Indeed, as \(f_{n} \ge f_{n+1}\), we have \(m(f_{n}) \ge m(f_{n+1})\). Thus, there exists the limit \(\lim _{n \rightarrow \infty } m(f_{n}) \in \mathbb {R}_{\max }\). Let \((f_{n})\) and \((f'_{n})\) be sequences of monotonous nonincreasing continuous functions converging pointwise to g. For any fixed k, we define a new sequence \(\psi _{n}:=f_{k}\oplus f'_{n},\) so that \(\psi _{n}\) converges pointwise to \(f_{k} \in C(X,\mathbb {R})\). Applying Lemma 6.8, we get that \(\psi _n\) converges uniformly to \(f_k\). From Proposition 6.2, we obtain \(m(f_k) = \lim _{n \rightarrow \infty } m(\psi _{n})\). Then \(m(f_k)= \lim _{n \rightarrow \infty } m(f_k \oplus f'_{n}) \ge \lim _{n \rightarrow \infty } m(f'_{n}).\) Now we can take the limit on the left hand side obtaining \(\lim _{k\rightarrow \infty }m(f_k) \ge \lim _{n \rightarrow \infty } m(f'_{n}).\) Reversing the role of the sequences, we obtain that the limits are equal.

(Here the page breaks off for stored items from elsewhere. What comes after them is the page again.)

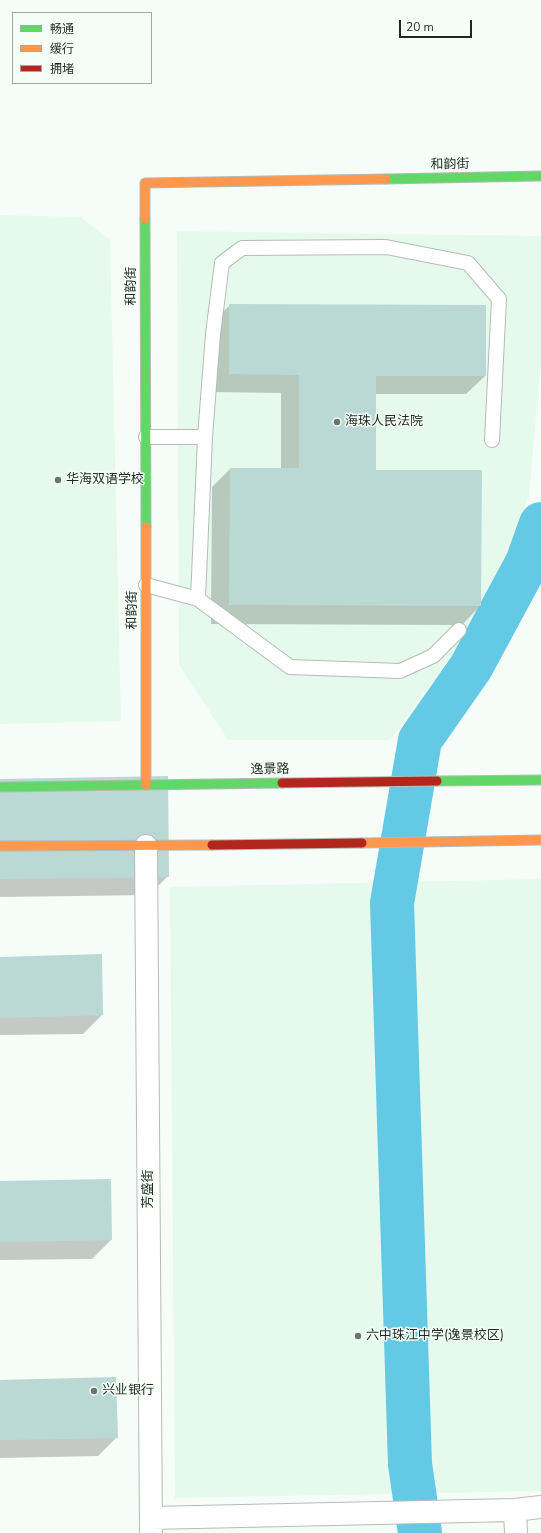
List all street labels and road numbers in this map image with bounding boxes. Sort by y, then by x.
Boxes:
street label: 和韵街 [430,157,470,173]
street label: 和韵街 [124,267,140,305]
street label: 和韵街 [125,591,141,629]
street label: 逸景路 [250,762,290,778]
street label: 芳盛街 [141,1170,157,1208]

It is easy to see that \(\tilde{m}\) is actually an extension of m because, for \(h \in C(X, \mathbb {R})\), we can take the sequence \(f_{n}=h, \forall n\), which is continuous, monotone, and not increasing, so \(\tilde{m}(h)= \lim _{n \rightarrow \infty } m(h)= m(h)\).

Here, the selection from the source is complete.